From mboxrd@z Thu Jan  1 00:00:00 1970
From: Alexei Starovoitov <ast@fb.com>
Subject: Re: [RFC][PATCH bpf] tools: bpftool: Fix tags for bpf-to-bpf calls
Date: Mon, 5 Mar 2018 09:02:20 -0800
Message-ID: <415b415e-f47f-082c-1bc9-87d3e9d3aed1@fb.com>
References: <1519153431.im5wioxel1.naveen@linux.ibm.com>
 <20180227121346.16199-1-sandipan@linux.vnet.ibm.com>
 <4cdcc751-d830-51ce-23a0-62f773dc015e@iogearbox.net>
 <1519891203.b146m3c5tj.naveen@linux.ibm.com>
Mime-Version: 1.0
Content-Type: text/plain; charset="utf-8"; format=flowed
Content-Transfer-Encoding: 7bit
Cc: linuxppc-dev@lists.ozlabs.org, netdev@vger.kernel.org,
 jakub.kicinski@netronome.com
To: "Naveen N. Rao" <naveen.n.rao@linux.vnet.ibm.com>, Daniel Borkmann
 <daniel@iogearbox.net>, Sandipan Das <sandipan@linux.vnet.ibm.com>
Return-path: <linuxppc-dev-bounces+glppe-linuxppc-embedded-2=m.gmane.org@lists.ozlabs.org>
In-Reply-To: <1519891203.b146m3c5tj.naveen@linux.ibm.com>
List-Unsubscribe: <https://lists.ozlabs.org/options/linuxppc-dev>,
 <mailto:linuxppc-dev-request@lists.ozlabs.org?subject=unsubscribe>
List-Archive: <http://lists.ozlabs.org/pipermail/linuxppc-dev/>
List-Post: <mailto:linuxppc-dev@lists.ozlabs.org>
List-Help: <mailto:linuxppc-dev-request@lists.ozlabs.org?subject=help>
List-Subscribe: <https://lists.ozlabs.org/listinfo/linuxppc-dev>,
 <mailto:linuxppc-dev-request@lists.ozlabs.org?subject=subscribe>
Errors-To: linuxppc-dev-bounces+glppe-linuxppc-embedded-2=m.gmane.org@lists.ozlabs.org
Sender: "Linuxppc-dev"
 <linuxppc-dev-bounces+glppe-linuxppc-embedded-2=m.gmane.org@lists.ozlabs.org>
List-Id: netdev.vger.kernel.org

On 3/1/18 12:51 AM, Naveen N. Rao wrote:
> Daniel Borkmann wrote:
>> On 02/27/2018 01:13 PM, Sandipan Das wrote:
>>> With this patch, it will look like this:
>>>    0: (85) call pc+2#bpf_prog_8f85936f29a7790a+3
>>
>> (Note the +2 is the insn->off already.)
>>
>>>    1: (b7) r0 = 1
>>>    2: (95) exit
>>>    3: (b7) r0 = 2
>>>    4: (95) exit
>>>
>>> where 8f85936f29a7790a is the tag of the bpf program and 3 is
>>> the offset to the start of the subprog from the start of the
>>> program.
>>
>> The problem with this approach would be that right now the name is
>> something like bpf_prog_5f76847930402518_F where the subprog tag is
>> just a placeholder so in future, this may well adapt to e.g. the actual
>> function name from the elf file.
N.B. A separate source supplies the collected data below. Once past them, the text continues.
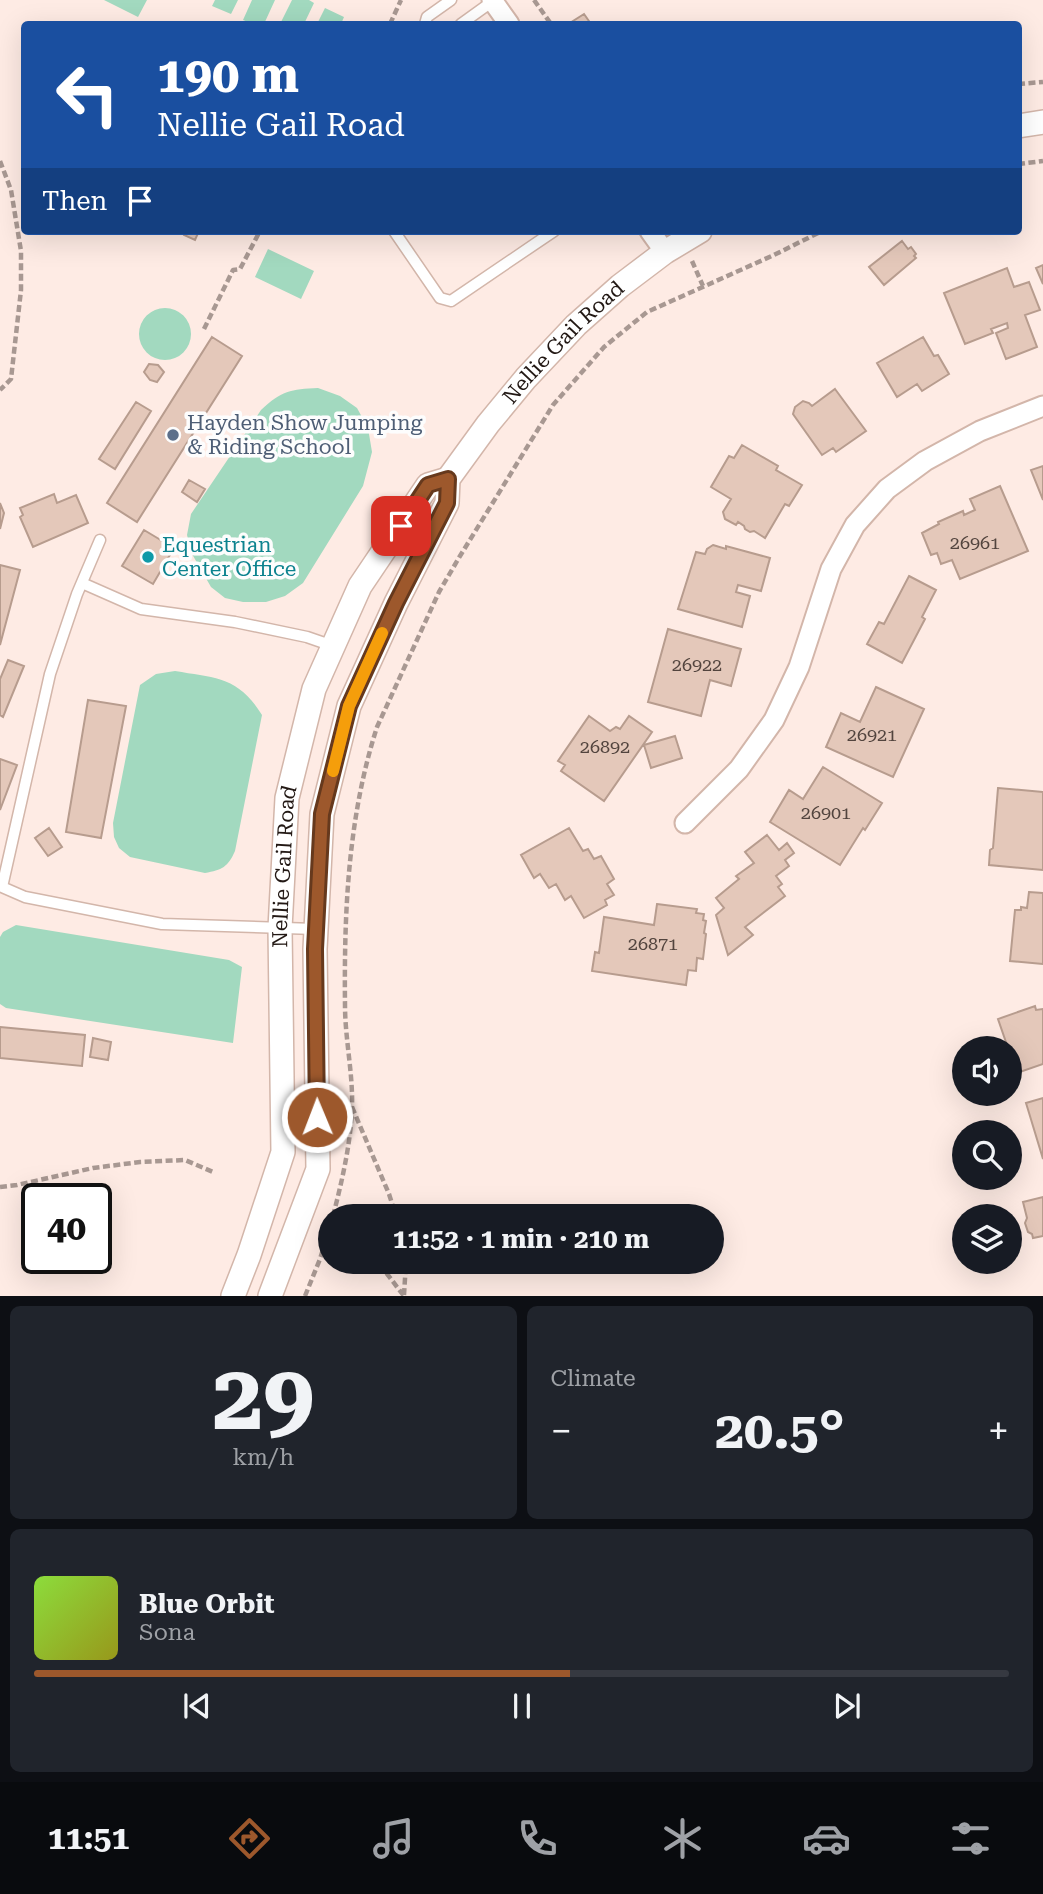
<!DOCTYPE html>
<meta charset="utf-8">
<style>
body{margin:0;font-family:"Roboto Serif",serif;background:#20242c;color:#f1f3f6;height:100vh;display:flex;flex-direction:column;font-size:26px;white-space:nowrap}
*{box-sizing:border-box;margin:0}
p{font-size:23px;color:#9ea1a6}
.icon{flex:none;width:38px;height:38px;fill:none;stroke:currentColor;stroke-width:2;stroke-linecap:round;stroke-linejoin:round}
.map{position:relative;height:1296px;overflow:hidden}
.side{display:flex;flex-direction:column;gap:10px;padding:10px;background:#0d0f14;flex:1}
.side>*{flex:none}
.hud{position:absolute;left:21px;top:21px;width:1001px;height:214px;border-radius:7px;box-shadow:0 7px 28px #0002;background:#1a4fa0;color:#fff;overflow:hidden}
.fabs{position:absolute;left:952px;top:1036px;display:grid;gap:14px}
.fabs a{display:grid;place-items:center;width:70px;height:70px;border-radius:50%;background:#171b24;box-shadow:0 7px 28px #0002;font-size:35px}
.speed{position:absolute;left:21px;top:1183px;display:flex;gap:14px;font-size:35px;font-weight:700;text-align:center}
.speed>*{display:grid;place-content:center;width:91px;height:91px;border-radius:50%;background:#171b24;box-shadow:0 7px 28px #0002;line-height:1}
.speed .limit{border:4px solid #111;border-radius:10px;background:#fff;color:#111}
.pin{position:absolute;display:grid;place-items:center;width:60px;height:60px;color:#fff;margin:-30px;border-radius:14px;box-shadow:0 4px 10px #0006}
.me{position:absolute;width:77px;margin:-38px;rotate:359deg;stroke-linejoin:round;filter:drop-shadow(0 0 5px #0008)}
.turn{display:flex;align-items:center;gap:24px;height:147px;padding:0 21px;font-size:32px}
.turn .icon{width:91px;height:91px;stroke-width:2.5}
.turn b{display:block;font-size:49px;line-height:60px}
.then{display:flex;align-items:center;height:66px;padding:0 21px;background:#0003;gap:14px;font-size:26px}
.big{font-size:52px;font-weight:700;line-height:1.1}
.side .card{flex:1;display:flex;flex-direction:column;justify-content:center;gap:10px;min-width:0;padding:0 24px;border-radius:10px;background:#20242c}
.side .dial{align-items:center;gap:0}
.dial b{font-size:91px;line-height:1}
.song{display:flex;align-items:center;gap:21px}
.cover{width:84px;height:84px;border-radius:10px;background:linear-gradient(135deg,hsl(90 70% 55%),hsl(60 70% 35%))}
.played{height:7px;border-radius:4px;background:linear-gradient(90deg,#9d582c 55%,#363941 55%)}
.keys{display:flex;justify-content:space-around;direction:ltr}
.heat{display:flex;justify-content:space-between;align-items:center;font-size:38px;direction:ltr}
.side .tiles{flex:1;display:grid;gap:10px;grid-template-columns:1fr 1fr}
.card:last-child{grid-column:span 2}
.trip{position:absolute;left:318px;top:1204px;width:406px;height:70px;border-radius:35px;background:#171b24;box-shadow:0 7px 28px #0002;font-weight:700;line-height:70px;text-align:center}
.dock{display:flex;height:112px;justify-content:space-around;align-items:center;background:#090b0e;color:#9ea1a6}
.dock .icon{width:49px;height:49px}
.dock .active{color:#9d582c}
.dock b{font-size:32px;color:#f1f3f6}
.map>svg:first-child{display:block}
.green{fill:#a2d9bf}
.building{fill:#e4c8ba;stroke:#b79c8e;stroke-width:2}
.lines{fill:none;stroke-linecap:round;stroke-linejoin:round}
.service-casing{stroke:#d3b6aa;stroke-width:13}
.minor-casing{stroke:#d3b6aa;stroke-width:23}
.tertiary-casing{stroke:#d3b6aa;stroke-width:26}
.path{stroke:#a89892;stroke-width:4.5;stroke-dasharray:7 3.5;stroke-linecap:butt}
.service{stroke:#fff;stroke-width:10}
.minor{stroke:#fff;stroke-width:19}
.tertiary{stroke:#fff;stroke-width:23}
.route-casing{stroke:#66391d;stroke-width:18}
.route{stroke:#9d582c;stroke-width:12}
.slow{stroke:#f59e0b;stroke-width:12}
.service-dot{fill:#5c6f8a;stroke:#fdfdfd;stroke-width:2.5}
.culture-dot{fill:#0f9aa8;stroke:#fdfdfd;stroke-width:2.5}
.labels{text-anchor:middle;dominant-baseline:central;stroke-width:7;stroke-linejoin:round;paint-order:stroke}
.number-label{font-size:18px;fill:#52443e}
.street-label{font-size:21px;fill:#221814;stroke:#fdfdfd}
.service-label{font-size:21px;fill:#4e5e75;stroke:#fdfdfd;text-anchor:start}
.culture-label{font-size:21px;fill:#0d838f;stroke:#fdfdfd;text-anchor:start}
</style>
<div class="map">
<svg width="1043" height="1296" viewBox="0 0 1043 1296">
<rect width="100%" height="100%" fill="#feebe4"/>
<path class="green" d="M104,0H147L138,17Z
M215,0H238L231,14L212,6Z
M252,0H275L264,24H253L243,20Z
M292,0H309L314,3L304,24H280Z
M325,8L344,17L341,24H317Z
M268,249L314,271L301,299L255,277Z
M139 334a26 26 0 1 1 52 0a26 26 0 1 1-52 0Z
M318,388L340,396L357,408L368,428L372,452L363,486L303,583L285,596L266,602H243L225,598L211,587L192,554L187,535L191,514L261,410C281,391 291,389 318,388Z
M175,671C215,678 238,676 262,715L235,851C228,867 222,870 205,873L130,857L119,848L114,837L113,823L140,685L156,674Z
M16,925L229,960L242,967L233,1043L6,1008L0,1004V937L3,932Z"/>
<path class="building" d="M584,14L591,24H571L570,23Z
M185,231H199L195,240L184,235Z
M902,241L908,249L911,247L916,254L914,256L916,258L884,285L869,267Z
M1043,265V284L1036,268Z
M1007,268L1014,287L1029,282L1040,310L1025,315L1037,347L1006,359L996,333L1008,328L1007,323L991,329L993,333L965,344L944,293Z
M212,337L242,356L137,522L107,503Z
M923,337L934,356L938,355L949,374L922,391L917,384L897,397L877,363Z
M149,364L158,365L164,372L157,382L150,380L144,372Z
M835,389L866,431L836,452L833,448L822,455L793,414L795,407L803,401L809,403L812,406Z
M136,402L151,411L115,469L99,459Z
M742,445L778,466L776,470L802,485L789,506L785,504L765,538L754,531L750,532L745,529L744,526L738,522L736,525L725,519L723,512L731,499L711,487L729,456L734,458Z
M1043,466V500L1031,470Z
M189,480L205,489L197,502L182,492Z
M1000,486L1028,551L960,579L952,560L941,564L937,553L931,555L922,533L939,524L938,522L963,511L964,515L975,510L970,499Z
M54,494L57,503L76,495L88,523L33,547L20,517L23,515L20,508Z
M0,503L4,513L0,529Z
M144,530L174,548L153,584L122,566Z
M713,545L726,549V546L770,558L761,591L738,585L736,592L750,596L742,627L678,609L696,552L705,554L707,549Z
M0,565L20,570L0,645Z
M909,576L936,590L922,617L925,619L902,663L867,644L879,622L884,624Z
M668,629L741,649L731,686L710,680L701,716L648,702Z
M8,660L24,666L3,717L0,715V679Z
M876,687L924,709L893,777L826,747L841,713L860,722Z
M88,700L126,706L101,838L66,832Z
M589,716L610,731L616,727L620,729L629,716L652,732L604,801L561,771L565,765L558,761Z
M675,736L682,758L651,768L644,745Z
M0,759L17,765L0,810Z
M823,767L882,803L865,830L863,828L840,865L770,822L789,790L803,799Z
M998,788L1043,792V870L989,865L990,850L993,848Z
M49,828L62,847L48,856L35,838Z
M569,828L583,851L588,849L594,859L601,856L614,879L607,884L614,895L605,900L607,905L584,918L571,896L565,900L556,884L549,888L540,874L534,878L521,855Z
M767,835L779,850L787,843L794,853L785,860L789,866L776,876L782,884L778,887L785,896L745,927L753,935L728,955L716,915L724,908L716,898L739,879L736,876L754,863L745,852Z
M1029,892L1043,893V964L1010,961L1015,910H1021V907L1027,908Z
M657,904L697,909L696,913L704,914L703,920L706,921L704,933L706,934L703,959L697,958L696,971L688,970L686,985L592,971L595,952L599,953L604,917L654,925Z
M1035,1006L1036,1010L1043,1009V1064L1017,1073L1010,1048H1008L998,1019Z
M0,1027L85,1035L82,1066L0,1058Z
M93,1038L111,1042L108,1060L90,1057Z
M1043,1098V1159L1026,1103Z
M1043,1197V1236L1033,1238L1032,1234L1028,1232L1025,1223L1027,1218L1023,1202Z"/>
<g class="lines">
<defs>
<path id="service" d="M425,24L427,17L451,0
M461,24L493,1
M394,231L440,298L451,301L554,231
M100,540L77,594L50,674L2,887L25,897L162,924L315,929
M82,583L141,609L235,622L307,637L333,646"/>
<path id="minor" d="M492,0L509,24
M650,231L665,252
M685,823L739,769L774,720L799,667L831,569L855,525L887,489L925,461L980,431L1043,406"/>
<g id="tertiary">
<path d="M1018,126L1043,122"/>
<path id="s1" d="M233,1296L249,1255L283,1152L280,928L287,798L314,689L360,586L428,485L448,479"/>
<path id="s2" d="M270,1296L318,1169L315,949L322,814L349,706L396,603L447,503L448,479L488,424L526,378L576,325L620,286L665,252L700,231"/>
</g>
</defs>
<use href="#service" class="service-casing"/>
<use href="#minor" class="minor-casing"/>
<use href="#tertiary" class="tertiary-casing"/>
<path class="path" d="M534,0L551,24
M390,24L401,0
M1018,84L1043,82
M0,161L11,190L21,251V290L11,379L0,390
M1018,164L1043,161
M692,261L703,286
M204,329L233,270L240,269L260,231
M352,1107L389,1194L396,1216
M0,1187L17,1185L93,1168L140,1162L185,1160L213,1172
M333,1216C342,1181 351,1143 352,1106C353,1073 345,1039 345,1005C344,911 348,817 377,727L439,592L460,556L553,405L604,347L647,312L774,255L822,231
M369,1262L384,1270L404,1296
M404,1295L406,1262
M305,1296L320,1259L331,1224"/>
<use href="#service" class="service"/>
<use href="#minor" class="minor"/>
<use href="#tertiary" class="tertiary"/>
</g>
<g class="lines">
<defs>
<path id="route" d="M317,1117L315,949L322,814L349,706L396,603L447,503L448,479L428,485L401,526"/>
</defs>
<use href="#route" class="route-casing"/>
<use href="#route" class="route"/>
<path class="slow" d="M333,771L349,706L382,633"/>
</g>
<circle class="service-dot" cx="173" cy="435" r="7"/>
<circle class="culture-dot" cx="148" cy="557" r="7"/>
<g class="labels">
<g class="number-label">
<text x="975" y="542">26961</text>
<text x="697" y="664">26922</text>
<text x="872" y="734">26921</text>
<text x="605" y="746">26892</text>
<text x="826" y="812">26901</text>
<text x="653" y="943">26871</text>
</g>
<g class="street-label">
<text stroke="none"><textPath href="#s2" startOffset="1031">Nellie Gail Road</textPath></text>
<text stroke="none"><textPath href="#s1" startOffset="438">Nellie Gail Road</textPath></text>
</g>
<g class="service-label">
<text x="187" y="423">Hayden Show Jumping<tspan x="187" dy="24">&amp; Riding School</tspan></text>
</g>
<g class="culture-label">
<text x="162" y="545">Equestrian<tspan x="162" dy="24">Center Office</tspan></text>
</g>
</g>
</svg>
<div class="fabs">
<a><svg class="icon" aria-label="sound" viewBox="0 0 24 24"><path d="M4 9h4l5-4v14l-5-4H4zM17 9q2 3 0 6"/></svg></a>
<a><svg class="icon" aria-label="search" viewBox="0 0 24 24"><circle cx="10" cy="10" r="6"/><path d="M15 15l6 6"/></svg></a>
<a><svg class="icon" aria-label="layers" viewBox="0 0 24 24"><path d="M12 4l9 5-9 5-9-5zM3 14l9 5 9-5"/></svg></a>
</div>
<div class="speed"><div class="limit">40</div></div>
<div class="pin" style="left:401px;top:526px;background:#d93025"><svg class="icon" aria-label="arrive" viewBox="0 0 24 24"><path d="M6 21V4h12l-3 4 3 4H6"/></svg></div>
<svg class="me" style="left:317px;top:1117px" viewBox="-20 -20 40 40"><circle r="17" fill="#9d582c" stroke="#fff" stroke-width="3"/><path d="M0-11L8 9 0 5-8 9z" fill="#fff"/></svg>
<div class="trip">11:52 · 1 min · 210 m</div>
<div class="hud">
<div class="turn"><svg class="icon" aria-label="left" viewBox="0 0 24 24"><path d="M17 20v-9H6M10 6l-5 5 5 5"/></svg><div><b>190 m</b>Nellie Gail Road</div></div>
<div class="then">Then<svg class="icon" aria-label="arrive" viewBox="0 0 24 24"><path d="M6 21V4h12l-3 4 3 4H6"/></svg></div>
</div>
</div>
<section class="side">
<div class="tiles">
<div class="card dial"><b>29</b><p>km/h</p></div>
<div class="card"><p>Climate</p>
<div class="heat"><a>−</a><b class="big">20.5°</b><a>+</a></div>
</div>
<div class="card">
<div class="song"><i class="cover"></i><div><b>Blue Orbit</b><p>Sona</p></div></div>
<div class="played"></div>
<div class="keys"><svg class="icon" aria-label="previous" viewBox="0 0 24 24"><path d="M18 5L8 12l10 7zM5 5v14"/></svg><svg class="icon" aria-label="pause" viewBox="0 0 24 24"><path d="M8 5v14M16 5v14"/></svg><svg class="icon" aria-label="next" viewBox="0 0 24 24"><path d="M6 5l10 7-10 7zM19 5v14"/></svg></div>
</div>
</div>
</section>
<nav class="dock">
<b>11:51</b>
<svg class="icon active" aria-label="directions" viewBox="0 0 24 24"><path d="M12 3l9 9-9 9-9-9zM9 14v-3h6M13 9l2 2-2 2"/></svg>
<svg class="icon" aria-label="music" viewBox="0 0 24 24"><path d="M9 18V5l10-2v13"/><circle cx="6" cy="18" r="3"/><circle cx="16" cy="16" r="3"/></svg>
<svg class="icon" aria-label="phone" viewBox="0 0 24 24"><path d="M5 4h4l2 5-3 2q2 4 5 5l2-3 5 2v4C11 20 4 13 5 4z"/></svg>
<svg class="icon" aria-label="climate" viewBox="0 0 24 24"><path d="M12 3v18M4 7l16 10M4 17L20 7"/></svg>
<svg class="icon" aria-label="car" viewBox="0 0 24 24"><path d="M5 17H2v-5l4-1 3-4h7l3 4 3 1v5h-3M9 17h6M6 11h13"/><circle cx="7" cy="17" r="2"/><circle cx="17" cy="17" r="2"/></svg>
<svg class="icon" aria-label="filters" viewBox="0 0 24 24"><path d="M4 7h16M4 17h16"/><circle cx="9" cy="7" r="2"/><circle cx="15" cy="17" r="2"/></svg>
</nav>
Note that when kallsyms is enabled
>> then a name like bpf_prog_5f76847930402518_F will also appear in stack
>> traces, perf records, etc, so for correlation/debugging it would really
>> help to have them the same everywhere.
>>
>> Worst case if there's nothing better, potentially what one could do in
>> bpf_prog_get_info_by_fd() is to dump an array of full addresses and
>> have the imm part as the index pointing to one of them, just unfortunate
>> that it's likely only needed in ppc64.
>
> Ok. We seem to have discussed a few different aspects in this thread.
> Let me summarize the different aspects we have discussed:
> 1. Passing address of JIT'ed function to the JIT engines:
>    Two approaches discussed:
>    a. Existing approach, where the subprog address is encoded as an
> offset from __bpf_call_base() in imm32 field of the BPF call
> instruction. This requires the JIT'ed function to be within 2GB of
> __bpf_call_base(), which won't be true on ppc64, at the least. So,
> this won't on ppc64 (and any other architectures where vmalloc'ed
> (module_alloc()) memory is from a different, far, address range).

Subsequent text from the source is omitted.